Destaque numa parceria Reino Unido—Nepal

No Nepal, o The Beacon Project — uma colaboração entre a WaterAid, empresa britânica Anglian Water e os seus Parceiros da Aliança — adaptou rapidamente o seu programa, instalando pontos de lavagem de mãos sem contacto em Lahan, com planos para apoiar distritos vizinhos e fornecer desinfetantes e EPI aos profissionais de saúde, e sabonetes e máscaras a comunidades Dalit.

“Menos tangível, mas não menos importante, a WaterAid atuou como um canal para nossos conselhos sobre a manutenção do abastecimento de água e focando apenas em atividades críticas aos negócios.
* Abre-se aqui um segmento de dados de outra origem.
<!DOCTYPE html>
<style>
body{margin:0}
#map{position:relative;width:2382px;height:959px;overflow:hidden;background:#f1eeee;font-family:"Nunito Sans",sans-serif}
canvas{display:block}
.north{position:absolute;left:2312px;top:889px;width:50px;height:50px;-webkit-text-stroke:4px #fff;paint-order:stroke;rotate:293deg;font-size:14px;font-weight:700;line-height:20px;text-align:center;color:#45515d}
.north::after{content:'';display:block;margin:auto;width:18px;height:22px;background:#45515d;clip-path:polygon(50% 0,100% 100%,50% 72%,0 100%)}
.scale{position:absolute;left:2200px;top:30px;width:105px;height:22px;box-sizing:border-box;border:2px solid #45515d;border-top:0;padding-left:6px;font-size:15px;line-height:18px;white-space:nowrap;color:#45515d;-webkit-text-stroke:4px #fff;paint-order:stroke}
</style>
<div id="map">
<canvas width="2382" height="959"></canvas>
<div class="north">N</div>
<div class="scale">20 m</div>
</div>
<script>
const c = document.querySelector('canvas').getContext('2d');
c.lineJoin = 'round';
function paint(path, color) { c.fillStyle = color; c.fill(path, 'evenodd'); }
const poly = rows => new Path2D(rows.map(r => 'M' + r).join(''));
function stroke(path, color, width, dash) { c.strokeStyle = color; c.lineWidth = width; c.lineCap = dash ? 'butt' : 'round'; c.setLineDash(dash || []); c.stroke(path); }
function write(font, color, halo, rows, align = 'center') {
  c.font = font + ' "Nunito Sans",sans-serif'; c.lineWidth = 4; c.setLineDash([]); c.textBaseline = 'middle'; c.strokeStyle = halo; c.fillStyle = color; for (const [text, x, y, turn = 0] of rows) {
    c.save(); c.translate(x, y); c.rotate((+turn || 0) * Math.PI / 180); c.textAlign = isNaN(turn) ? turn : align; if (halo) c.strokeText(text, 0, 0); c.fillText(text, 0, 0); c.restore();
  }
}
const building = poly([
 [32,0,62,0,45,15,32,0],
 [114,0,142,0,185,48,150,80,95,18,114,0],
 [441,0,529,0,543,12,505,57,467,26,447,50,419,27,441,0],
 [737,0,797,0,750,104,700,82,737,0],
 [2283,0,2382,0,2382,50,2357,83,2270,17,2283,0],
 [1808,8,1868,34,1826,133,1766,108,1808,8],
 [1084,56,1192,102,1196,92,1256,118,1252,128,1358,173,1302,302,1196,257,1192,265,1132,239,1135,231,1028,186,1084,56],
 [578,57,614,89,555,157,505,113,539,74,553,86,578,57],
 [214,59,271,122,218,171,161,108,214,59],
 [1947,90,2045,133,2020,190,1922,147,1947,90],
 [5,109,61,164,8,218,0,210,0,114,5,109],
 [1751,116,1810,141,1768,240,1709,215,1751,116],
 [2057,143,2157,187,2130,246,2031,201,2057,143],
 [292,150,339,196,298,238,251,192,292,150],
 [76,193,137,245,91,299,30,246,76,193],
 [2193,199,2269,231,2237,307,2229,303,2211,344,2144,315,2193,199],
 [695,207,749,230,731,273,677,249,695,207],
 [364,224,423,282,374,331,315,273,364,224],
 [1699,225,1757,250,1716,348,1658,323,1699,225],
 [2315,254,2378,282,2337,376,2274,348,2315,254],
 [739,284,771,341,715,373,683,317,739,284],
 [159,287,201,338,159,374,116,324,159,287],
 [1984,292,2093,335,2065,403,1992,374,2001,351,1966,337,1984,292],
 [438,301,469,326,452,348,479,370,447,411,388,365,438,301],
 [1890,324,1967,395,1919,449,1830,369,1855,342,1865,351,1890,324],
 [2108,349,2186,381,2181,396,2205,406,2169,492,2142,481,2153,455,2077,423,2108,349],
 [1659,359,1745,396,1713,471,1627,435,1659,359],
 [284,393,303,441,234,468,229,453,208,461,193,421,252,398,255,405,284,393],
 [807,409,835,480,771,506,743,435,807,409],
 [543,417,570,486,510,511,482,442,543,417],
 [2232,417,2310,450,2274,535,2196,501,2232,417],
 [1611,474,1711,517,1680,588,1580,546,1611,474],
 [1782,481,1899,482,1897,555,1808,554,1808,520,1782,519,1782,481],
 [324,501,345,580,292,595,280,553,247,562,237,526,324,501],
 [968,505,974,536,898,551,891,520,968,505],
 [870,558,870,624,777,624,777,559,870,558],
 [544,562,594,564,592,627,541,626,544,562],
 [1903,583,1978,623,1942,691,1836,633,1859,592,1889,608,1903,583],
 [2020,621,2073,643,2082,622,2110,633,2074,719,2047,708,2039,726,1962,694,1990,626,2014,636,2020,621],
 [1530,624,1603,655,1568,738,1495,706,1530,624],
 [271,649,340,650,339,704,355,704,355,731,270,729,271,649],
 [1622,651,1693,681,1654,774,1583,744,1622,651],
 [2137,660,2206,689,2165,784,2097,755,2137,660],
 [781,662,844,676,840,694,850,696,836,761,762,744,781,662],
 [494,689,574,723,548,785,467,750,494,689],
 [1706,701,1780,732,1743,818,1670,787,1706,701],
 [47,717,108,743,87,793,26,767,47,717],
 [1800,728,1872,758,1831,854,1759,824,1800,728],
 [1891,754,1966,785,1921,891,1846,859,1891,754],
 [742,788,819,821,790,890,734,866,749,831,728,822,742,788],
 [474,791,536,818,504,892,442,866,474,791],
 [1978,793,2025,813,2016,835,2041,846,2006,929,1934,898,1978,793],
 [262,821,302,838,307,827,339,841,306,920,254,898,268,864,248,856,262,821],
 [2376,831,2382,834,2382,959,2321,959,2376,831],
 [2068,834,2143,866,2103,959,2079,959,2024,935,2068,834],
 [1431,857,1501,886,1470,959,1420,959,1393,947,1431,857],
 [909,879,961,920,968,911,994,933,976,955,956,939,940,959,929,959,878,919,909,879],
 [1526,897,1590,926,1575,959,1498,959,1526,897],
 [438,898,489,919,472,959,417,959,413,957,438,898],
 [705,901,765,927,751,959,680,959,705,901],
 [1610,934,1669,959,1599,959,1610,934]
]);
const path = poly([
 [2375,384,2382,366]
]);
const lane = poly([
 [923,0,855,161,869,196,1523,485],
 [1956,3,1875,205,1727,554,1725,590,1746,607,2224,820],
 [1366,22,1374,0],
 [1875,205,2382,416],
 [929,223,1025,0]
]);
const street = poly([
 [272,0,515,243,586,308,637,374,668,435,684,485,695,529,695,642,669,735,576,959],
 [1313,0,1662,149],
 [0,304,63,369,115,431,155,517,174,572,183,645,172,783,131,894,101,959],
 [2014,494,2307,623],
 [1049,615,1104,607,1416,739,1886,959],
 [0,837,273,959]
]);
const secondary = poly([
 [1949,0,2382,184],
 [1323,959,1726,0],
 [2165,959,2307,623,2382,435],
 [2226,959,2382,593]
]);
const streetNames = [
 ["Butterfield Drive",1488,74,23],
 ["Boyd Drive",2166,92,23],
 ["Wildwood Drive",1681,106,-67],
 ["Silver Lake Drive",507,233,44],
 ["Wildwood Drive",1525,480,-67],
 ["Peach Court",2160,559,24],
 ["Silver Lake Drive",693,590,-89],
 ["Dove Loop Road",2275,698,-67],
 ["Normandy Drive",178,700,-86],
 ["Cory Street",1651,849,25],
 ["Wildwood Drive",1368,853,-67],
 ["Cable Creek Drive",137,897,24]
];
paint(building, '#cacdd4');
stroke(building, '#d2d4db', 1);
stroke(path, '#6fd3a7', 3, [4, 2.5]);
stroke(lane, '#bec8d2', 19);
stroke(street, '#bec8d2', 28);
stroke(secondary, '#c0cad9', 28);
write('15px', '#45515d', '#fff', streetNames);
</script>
Influenciando a NWSC (a empresa local de água) e apoiando-os na adoção dessas práticas”, disse Alex Bailey, Gerente de Projetos de Sistemas de Água Inteligente da Anglian Water.

“Temos conseguido, remotamente, apoiar a WaterAid e a NWSC na mudança da forma como eles coletam as contas dos clientes, a forma como as torneiras e as bombas manuais são operadas e para ajudar a partilhar a importância das boas práticas de higiene no momento.”
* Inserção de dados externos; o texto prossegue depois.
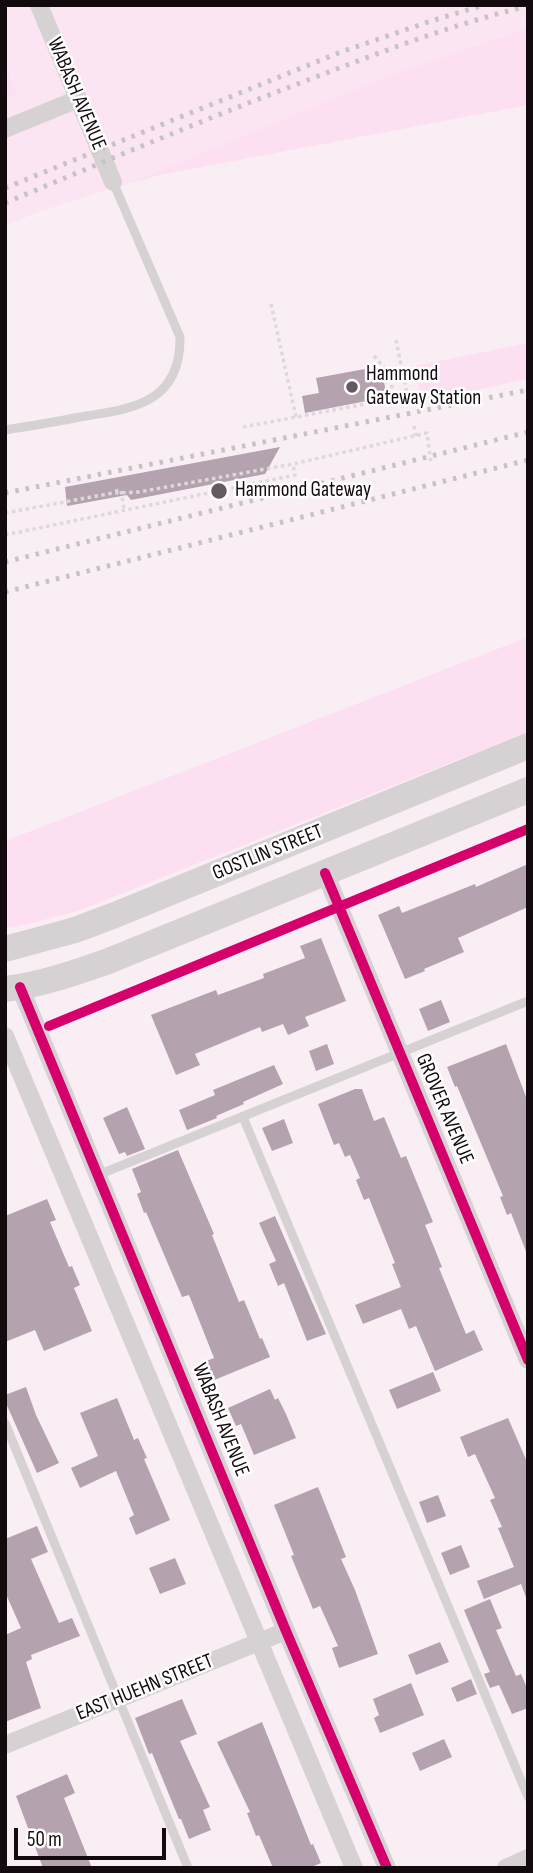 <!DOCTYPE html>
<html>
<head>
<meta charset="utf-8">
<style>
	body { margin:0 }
	#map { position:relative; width:533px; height:1873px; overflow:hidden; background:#faeef5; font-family:"Sofia Sans Condensed",sans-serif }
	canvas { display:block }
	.frame { position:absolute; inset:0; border:7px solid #120a0f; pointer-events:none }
	.scale { position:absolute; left:14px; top:1828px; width:152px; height:32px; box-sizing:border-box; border:4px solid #120a0f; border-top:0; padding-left:9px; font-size:21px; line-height:24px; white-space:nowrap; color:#120a0f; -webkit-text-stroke:5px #fefefe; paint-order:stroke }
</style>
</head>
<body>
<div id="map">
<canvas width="533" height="1873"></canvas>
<div class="frame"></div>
<div class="scale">50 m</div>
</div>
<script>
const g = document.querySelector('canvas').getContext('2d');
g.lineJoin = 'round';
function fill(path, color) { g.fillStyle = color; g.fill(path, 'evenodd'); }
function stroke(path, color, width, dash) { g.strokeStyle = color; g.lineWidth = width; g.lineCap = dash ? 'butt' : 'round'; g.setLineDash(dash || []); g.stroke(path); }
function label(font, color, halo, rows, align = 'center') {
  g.font = font + ' "Sofia Sans Condensed",sans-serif'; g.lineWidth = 5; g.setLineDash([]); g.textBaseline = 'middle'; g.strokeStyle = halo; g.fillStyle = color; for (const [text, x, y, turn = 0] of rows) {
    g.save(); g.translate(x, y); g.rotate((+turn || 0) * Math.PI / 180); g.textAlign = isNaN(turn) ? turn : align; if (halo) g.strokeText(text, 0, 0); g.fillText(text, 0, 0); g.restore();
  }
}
fill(new Path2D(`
	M5 5H528V28L393 74 127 184 41 211 5 226Z`), '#fce5f2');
fill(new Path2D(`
	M528 28V105L160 175 127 184 393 74Z
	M5 65 17 94 5 99Z
	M528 343V379L421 402 414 366Z
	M528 637V732L78 911 16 927 5 928V841Z`), '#fce0f2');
fill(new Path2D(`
	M365 369 367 380 383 377 387 397 305 413 302 396 319 393 316 378Z
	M280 447 265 474 131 500 127 495 67 506 65 487Z
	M528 864V907L458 938 464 952 424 969 425 971 405 979 378 915 399 906 402 913 475 884 476 887Z
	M321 938 346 1001 305 1017 309 1026 288 1035 283 1024 262 1032 260 1027 195 1054 200 1065 176 1075 151 1015 216 990 218 995 264 978 263 974 305 958 300 946Z
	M441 1000 450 1022 428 1031 419 1009Z
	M327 1044 334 1064 316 1071 309 1051Z
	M506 1044 528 1102 527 1254 511 1213 507 1215 500 1197 503 1196 457 1086 455 1087 447 1067Z
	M274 1065 283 1084 243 1102 244 1104 216 1116 217 1118 187 1130 179 1110 215 1095 213 1090Z
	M355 1089H362L374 1121 384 1117 401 1158 406 1156 433 1222 425 1225 442 1267 439 1268 466 1334 474 1330 483 1350 435 1371 416 1326 409 1329 401 1309 363 1324 355 1305 401 1287 392 1264 395 1263 369 1198 364 1200 356 1180 360 1178 350 1155 345 1157 339 1143 334 1145 318 1104Z
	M127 1107 145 1149 127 1156 125 1152 119 1154 103 1118Z
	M284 1119 293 1143 272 1151 262 1128Z
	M178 1150 214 1234 212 1235 239 1302 244 1300 260 1339 262 1338 270 1357 212 1381 204 1362 214 1358 189 1295 182 1297 146 1212 144 1213 137 1194 141 1192 132 1169Z
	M47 1199 56 1220 50 1222 69 1267 72 1266 80 1285 74 1288 92 1331 44 1351 35 1330 5 1342V1216Z
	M275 1216 326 1334 307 1341 284 1283 278 1286 269 1264 276 1261 259 1223Z
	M433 1372 441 1391 397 1409 389 1390Z
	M26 1387 36 1415 59 1463 37 1473 5 1401V1395Z
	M270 1389 275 1400 278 1398 286 1414 296 1438 254 1455 241 1424 236 1426 228 1408Z
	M117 1398 134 1440 138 1438 147 1458 144 1459 170 1520 136 1535 129 1518 134 1515 116 1471 80 1488 71 1468 98 1456 80 1413Z
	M508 1418 528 1464 527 1600 521 1584 484 1599 477 1581 514 1567 498 1528 502 1527 490 1500 495 1498 475 1454 468 1457 460 1437Z
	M318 1487 346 1557 341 1559 355 1590 378 1654 339 1668 332 1648 338 1646 320 1606 313 1609 291 1556 294 1555 274 1505Z
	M438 1495 446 1516 427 1523 419 1502Z
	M37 1526 48 1552 31 1559 59 1623 72 1618 80 1636 31 1655 32 1659 26 1662 41 1708 5 1722V1635L21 1628 5 1592V1539Z
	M461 1545 470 1567 450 1575 441 1553Z
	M175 1558 186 1584 160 1594 149 1568Z
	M490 1599 502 1628 496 1630 516 1676 521 1674 528 1690V1708L512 1714 499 1685 490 1688 484 1674 490 1672 464 1610Z
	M440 1642 449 1662 416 1675 408 1655Z
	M471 1679 477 1694 457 1702 451 1688Z
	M411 1683 424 1715 380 1733 374 1718 379 1715 373 1699Z
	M182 1699 197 1734 180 1741 210 1807 203 1810 211 1830 189 1839 181 1819H179L152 1753 149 1754 135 1718Z
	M262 1722 311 1845 313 1844 321 1863 309 1868H273L259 1835 256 1836 247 1813 250 1812 217 1742Z
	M444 1739 452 1757 420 1771 412 1753Z
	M67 1774 75 1793 64 1798 92 1868H43L16 1796Z`), '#b5a2af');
stroke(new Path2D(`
	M271 304 296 417
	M396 340 408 399
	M374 356 390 374 394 399
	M414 426 416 436
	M243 427 408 396
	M115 491 121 490 124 509
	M5 513 113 493 139 492 293 464 427 433 431 463
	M5 525 7 534
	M5 535 295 475 293 464`), '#dcd9db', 3.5, [3.5, 3.5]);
stroke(new Path2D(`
	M5 430C30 426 55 422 80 417 133 409 181 403 180 337L113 182
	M243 1117 528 1797
	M98 1175 528 1001
	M5 1423 188 1868`), '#d6d2d4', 9);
stroke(new Path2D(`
	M39 5 113 182
	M5 129 78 99
	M325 873 528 1360
	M20 987 286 1631 387 1868
	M5 1036 354 1868
	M5 1745 286 1631
	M506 1868 528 1858`), '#d6d2d4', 18);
stroke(new Path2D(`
	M5 949 75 930 115 915 528 746
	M5 989C41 985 77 972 111 960L528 790`), '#d6d2d4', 26);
stroke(new Path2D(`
	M5 188 341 52 431 21 484 5
	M5 203C110 159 215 115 321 75 389 49 457 23 528 6
	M5 493 528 390
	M5 562 528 432
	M5 592 528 460`), '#c5c3c5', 5, [3.5, 7]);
stroke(new Path2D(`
	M325 873 528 1360
	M20 987 286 1631 387 1868
	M49 1026 528 829`), '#d6006c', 10);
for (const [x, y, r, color] of [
	[352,387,7,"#635a60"],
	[219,491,9,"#635a60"]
]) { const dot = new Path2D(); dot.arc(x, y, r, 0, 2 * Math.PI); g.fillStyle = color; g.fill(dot); stroke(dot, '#fefefe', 2.5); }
label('21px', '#120a0f', '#fefefe', [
	["WABASH AVENUE",76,94,67],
	["GOSTLIN STREET",268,853,-22],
	["GROVER AVENUE",444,1109,67],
	["WABASH AVENUE",220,1420,68],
	["EAST HUEHN STREET",145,1688,-22]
]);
label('21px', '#120a0f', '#fefefe', [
	["Hammond",366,375],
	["Gateway Station",366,399],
	["Hammond Gateway",235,491]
], 'left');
</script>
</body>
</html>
Pessoas numa comunidade Dalit em Lahan, Nepal, usando uma instalação pública de lavagem de mãos instalada pela WaterAid Nepal.
Pessoas numa comunidade Dalit em Lahan, distrito de Siraha, a utilizar estações de lavagem de mãos fornecidas pela WaterAid Nepal durante a pandemia de COVID-19, juntamente com sabão e máscaras cirúrgicas.

Estamos a trabalhar com parceiros utilitários da WASH, no Reino Unido e globalmente, para partilhar as aptidões e o know-how que trarão mudanças duradouras às comunidades em todo o mundo. No Reino Unido, estamos a trabalhar em conjunto com os nossos parceiros de toda a indústria da água e como parte da campanha nacional Love Water para mudar milhões de vidas.

Construindo resiliência a longo prazo

É importante que os serviços públicos, os seus reguladores e formuladores de políticas no setor WASH considerem as mudanças fundamentais na prestação de serviços WASH que a pandemia exigiu como o novo normal a ser mantido após a COVID-19. Essas ações são uma necessidade urgente agora e crucial para construir resiliência a futuras pandemias e crises.

Continuaremos a apoiar os utilitários WASH na sua resposta e fortalecendo o trabalho, apoiando os governos e instituições no combate aos desafios da COVID-19 e na construção de resiliência a longo prazo para alcançar todos, em todos os lugares até 2030.

1. Essas estimativas são baseadas em webinars globais de partilha de experiências convocados por várias organizações durante a pandemia da COVID-19, em que os serviços públicos de todo o mundo relataram números semelhantes.

Puneet Srivastava é Assessor Urbano WASH para Serviços Públicos, Mbaye Mbéguéré é Gestor Sénior WASH Urban e Rob Fuller é Assessor Sénior do Setor Privado.